We discuss how this drawback could be tackled and introduce a new model that uses only compartment I. This leads to a linear model having some similarities to those models based only on transmission rates from infectious population at different generations (e.g. 6). Our main goal is to fit data by estimating fewer and most influential parameters without considering many other issues like the infectiousness in hospitals and death ceremonies.
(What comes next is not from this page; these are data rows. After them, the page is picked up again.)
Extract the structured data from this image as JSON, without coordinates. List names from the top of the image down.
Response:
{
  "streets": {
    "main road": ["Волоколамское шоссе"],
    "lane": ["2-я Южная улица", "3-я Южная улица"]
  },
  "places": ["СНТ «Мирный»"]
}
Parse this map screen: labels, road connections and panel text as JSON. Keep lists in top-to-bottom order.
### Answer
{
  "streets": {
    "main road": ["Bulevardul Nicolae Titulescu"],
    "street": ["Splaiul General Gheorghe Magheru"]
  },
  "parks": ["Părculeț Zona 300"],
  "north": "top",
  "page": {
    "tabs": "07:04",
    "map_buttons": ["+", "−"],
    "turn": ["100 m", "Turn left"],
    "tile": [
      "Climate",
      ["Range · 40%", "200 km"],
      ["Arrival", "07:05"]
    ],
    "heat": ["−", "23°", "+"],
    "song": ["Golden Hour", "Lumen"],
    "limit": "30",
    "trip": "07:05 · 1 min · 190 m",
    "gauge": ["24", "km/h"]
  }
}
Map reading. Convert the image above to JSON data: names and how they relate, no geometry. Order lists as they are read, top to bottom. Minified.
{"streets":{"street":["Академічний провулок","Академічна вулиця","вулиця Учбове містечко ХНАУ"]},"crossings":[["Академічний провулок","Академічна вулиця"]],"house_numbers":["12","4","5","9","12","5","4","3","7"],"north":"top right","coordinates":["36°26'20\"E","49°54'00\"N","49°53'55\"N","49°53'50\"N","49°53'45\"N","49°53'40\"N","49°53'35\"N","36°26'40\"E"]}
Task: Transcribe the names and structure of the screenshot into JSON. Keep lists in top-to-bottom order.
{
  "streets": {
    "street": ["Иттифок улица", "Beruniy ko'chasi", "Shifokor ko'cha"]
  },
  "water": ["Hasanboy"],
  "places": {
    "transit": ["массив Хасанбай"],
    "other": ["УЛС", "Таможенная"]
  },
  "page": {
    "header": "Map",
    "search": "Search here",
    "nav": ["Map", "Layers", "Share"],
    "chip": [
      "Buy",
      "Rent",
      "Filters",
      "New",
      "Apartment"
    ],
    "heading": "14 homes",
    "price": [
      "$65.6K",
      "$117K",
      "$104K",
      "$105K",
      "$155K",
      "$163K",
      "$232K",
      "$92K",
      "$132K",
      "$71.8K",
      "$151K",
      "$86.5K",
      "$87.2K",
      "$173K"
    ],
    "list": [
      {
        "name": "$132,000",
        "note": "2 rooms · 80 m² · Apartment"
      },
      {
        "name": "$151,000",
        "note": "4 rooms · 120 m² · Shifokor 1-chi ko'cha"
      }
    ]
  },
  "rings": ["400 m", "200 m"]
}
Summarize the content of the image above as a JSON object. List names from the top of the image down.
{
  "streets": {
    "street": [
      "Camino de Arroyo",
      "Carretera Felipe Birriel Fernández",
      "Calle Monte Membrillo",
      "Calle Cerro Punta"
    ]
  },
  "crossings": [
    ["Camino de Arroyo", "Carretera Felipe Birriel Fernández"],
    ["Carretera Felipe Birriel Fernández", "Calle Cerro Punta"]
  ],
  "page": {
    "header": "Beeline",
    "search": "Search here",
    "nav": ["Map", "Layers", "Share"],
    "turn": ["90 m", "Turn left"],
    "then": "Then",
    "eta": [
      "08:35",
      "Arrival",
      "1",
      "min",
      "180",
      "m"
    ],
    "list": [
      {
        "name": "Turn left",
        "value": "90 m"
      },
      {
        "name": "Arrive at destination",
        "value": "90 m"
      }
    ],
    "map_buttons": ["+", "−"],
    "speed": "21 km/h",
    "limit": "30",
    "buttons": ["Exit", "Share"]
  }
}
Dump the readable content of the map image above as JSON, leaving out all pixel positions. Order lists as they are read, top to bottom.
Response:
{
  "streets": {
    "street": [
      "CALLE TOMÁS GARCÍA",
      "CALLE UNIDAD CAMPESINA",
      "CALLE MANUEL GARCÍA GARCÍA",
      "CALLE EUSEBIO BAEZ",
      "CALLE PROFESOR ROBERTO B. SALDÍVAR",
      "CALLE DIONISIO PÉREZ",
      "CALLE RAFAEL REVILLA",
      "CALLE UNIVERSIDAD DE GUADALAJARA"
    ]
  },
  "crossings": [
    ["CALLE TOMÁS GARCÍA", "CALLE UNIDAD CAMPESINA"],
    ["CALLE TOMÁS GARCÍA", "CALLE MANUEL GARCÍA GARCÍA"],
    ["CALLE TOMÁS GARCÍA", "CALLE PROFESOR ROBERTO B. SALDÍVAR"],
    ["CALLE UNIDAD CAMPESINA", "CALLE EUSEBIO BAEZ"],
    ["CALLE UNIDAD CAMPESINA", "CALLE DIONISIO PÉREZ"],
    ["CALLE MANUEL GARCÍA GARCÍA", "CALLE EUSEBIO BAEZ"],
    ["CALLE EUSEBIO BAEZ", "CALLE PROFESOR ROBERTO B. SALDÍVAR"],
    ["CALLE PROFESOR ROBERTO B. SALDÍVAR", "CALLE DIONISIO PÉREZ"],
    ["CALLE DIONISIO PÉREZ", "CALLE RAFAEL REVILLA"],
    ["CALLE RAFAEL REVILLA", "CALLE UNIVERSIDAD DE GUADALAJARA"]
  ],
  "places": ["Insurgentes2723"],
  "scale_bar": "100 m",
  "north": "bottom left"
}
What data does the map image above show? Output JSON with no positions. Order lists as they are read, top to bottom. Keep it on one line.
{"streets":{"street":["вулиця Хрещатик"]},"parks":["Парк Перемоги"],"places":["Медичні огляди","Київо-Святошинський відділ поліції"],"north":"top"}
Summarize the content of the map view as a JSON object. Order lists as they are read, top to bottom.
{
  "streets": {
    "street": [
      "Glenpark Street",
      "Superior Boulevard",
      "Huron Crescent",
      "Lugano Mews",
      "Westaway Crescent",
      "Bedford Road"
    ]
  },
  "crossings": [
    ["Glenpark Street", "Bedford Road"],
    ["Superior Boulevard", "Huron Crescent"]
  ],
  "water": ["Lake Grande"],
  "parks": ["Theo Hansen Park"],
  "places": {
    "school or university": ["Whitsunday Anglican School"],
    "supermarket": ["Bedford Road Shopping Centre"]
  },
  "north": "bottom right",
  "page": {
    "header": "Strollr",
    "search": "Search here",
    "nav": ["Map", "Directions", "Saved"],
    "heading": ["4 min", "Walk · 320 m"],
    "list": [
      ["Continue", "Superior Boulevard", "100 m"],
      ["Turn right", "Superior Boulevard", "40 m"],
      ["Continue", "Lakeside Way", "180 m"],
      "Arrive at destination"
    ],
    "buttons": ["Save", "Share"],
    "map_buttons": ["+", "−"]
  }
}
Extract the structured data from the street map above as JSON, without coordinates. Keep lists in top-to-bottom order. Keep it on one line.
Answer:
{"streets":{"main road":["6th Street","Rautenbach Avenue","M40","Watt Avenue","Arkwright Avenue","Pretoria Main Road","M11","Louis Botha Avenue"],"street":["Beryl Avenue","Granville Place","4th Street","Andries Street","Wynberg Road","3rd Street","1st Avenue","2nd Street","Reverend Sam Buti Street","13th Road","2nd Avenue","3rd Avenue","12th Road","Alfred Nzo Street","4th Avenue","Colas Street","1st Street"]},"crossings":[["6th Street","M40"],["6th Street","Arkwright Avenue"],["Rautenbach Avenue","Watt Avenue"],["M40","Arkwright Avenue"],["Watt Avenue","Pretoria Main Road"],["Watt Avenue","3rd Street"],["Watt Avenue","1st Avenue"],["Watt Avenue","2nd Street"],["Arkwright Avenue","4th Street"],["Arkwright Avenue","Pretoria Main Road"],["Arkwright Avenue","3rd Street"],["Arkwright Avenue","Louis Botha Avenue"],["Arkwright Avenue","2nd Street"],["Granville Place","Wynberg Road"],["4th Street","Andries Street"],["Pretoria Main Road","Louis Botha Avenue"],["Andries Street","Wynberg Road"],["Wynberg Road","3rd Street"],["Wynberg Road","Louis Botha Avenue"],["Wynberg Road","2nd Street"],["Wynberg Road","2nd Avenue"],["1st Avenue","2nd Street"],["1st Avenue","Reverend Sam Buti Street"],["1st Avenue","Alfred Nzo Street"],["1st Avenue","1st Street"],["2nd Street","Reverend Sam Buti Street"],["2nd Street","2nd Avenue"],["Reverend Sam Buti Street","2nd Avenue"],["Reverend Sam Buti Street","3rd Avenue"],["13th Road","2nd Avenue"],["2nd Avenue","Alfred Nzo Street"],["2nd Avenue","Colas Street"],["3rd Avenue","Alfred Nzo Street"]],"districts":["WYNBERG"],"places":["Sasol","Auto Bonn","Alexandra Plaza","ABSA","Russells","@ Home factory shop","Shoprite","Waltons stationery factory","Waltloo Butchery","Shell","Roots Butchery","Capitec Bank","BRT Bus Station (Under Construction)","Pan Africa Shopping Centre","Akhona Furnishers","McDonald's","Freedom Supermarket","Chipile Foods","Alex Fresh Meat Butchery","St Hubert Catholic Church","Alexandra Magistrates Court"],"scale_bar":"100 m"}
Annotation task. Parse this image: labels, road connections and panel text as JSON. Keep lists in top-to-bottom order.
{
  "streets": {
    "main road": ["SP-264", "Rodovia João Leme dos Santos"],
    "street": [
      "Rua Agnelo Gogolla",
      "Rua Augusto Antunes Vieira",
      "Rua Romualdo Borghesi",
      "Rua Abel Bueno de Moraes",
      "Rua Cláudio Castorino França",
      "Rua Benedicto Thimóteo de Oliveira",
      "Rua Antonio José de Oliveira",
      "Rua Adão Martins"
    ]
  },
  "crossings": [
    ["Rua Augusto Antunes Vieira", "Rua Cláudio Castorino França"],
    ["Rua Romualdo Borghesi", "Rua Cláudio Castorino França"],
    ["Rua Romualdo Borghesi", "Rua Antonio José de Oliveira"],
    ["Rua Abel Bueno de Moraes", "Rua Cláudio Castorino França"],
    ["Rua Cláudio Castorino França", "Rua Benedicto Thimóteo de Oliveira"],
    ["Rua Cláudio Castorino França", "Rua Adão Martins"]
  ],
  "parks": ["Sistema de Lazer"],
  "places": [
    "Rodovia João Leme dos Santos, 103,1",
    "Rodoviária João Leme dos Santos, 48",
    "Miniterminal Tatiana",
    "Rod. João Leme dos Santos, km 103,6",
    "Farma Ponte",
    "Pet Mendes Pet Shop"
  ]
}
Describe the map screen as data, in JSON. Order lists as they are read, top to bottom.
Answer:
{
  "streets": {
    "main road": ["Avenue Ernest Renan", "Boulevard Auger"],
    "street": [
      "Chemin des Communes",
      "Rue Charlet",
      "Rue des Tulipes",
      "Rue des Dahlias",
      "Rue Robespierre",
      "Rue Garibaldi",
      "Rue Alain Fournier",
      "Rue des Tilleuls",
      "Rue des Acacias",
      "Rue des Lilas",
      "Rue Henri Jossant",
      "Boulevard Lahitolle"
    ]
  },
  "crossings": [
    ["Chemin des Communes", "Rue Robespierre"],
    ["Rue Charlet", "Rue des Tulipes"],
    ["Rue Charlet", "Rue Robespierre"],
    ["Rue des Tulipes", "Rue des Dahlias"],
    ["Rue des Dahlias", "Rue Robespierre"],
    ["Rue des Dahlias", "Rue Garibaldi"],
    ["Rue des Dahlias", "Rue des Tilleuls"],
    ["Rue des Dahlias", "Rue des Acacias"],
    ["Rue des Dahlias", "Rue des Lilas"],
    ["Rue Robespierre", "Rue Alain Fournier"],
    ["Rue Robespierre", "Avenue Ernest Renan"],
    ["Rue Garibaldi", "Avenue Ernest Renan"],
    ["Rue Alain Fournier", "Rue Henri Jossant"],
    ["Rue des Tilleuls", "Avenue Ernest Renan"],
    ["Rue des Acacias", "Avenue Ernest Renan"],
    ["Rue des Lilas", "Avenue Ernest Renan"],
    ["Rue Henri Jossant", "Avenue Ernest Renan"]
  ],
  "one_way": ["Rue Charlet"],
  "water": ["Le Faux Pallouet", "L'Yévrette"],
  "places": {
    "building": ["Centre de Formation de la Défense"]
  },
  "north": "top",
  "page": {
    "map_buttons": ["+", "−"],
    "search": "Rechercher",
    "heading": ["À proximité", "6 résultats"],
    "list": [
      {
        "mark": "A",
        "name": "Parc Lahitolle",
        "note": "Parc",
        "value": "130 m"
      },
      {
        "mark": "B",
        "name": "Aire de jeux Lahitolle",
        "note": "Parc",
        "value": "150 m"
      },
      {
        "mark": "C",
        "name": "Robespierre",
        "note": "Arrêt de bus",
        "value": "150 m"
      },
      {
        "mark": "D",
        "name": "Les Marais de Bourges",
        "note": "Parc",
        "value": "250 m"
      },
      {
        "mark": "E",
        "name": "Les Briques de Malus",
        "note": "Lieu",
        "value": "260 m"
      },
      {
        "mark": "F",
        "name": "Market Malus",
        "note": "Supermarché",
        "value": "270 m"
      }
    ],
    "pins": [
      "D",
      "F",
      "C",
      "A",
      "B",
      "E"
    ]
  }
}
This in addition, allows us to have a more robust model with easily interpreted parameters that can be used for more accurate predictions. The main parameter in this model is the average infectious period τ ₂ (time from onset to hospitalization) that defines the dynamics of infectious population. This parameter can also be considered as a control parameter in the development of control models dealing with the spread of infection.

We calculate the basic reproduction numbers R ₀ for each country (Guinea, Sierra Leone and Liberia) as well as the total Ebola data worldwide. We also provide predictions corresponding to different scenarios by considering different values for τ ₂ for future time periods.

Methods

We use the notation I _a( t) for the number of “active” infectious population at time t; it mainly represents the total number of infectious population that are not yet hospitalized. C( t) and D( t) are the cumulative number of infected cases and deaths, respectively. The population density of a country is denoted by 𝒟. This is used in the definition of the infection force of the disease with coefficient β. Moreover, μ stands for the natural death rate of the population, α for the death rate due to disease, and τ ₁ for the average latent period (in days) that infected individuals become infectious and τ ₂ for the average infectious period (in days).

The main equations of our model are as follows (see Appendix for details):

$$I_a\left(t+1\right)={\left(1-\mu \right)}^{{\tau }_1}{\displaystyle \sum _{i=0}^{{\tau }_2-1}{\left(1-\mu \right)}^i\left(1-\alpha \omega \left(i\right)\right)\beta }𝒟I_a\left(t-{\tau }_1-i\right);\hspace{0.17em}\hspace{0.17em}\hspace{0.17em}\hspace{0.17em}\hspace{0.17em}(1)$$

$$C(t+1)={(1-\mu )}^{{\tau }_1}{\displaystyle \sum _{s=1}^t\beta 𝒟I_a(s-{\tau }_1);}$$

$$D(t+1)={(1-\mu )}^{{\tau }_1}{\displaystyle \sum _{s=1}^t{\displaystyle \sum _{i=0}^n{(1-\mu )}^i\alpha {\omega }_p(i)}}\beta 𝒟I_a(s-{\tau }_1-i).$$

Here ω is a gamma (cumulative) distribution function (with p.d.f - ω _p) for deaths due to disease ⁸; for the values of the parameters see Appendix. We note that there are only three parameters that need to be estimated to fit data for cumulative number of infected and death cases. These parameters are:

• α - the death rate due to disease;

• β - the coefficient of the force of infection;

• τ ₂ - the average infectious period.

Here α and β are continuous variables, τ ₂ is a discrete variable with integer values (days).

Basic Reproduction Number - R ₀. We calculate the basic reproduction number by considering the stationary states in (1) as follows:

$$R_0=\beta D{(1-\mu )}^{{\tau }_1}{\displaystyle \sum _{i=0}^{{\tau }_2-1}{(1-\mu )}^i(1-\alpha \omega (i)).\hspace{0.17em}\hspace{0.17em}\hspace{0.17em}\hspace{0.17em}\hspace{0.17em}(2)}$$

Since the natural death rate μ is close to zero; that is, 1– μ ≈ 1, from (2) we have

$$R_0\approx \beta D[{\tau }_2-\alpha {\displaystyle \sum _{i=0}^{{\tau }_2-1}\omega (i)}].$$

Moreover, since $\alpha {\sum }_{i=0}^{{\tau }_2-1}\omega (i)<1$, the reproduction number R ₀ ≈ β𝒟τ ₂. This means that the reproduction number depends almost linearly on τ ₂.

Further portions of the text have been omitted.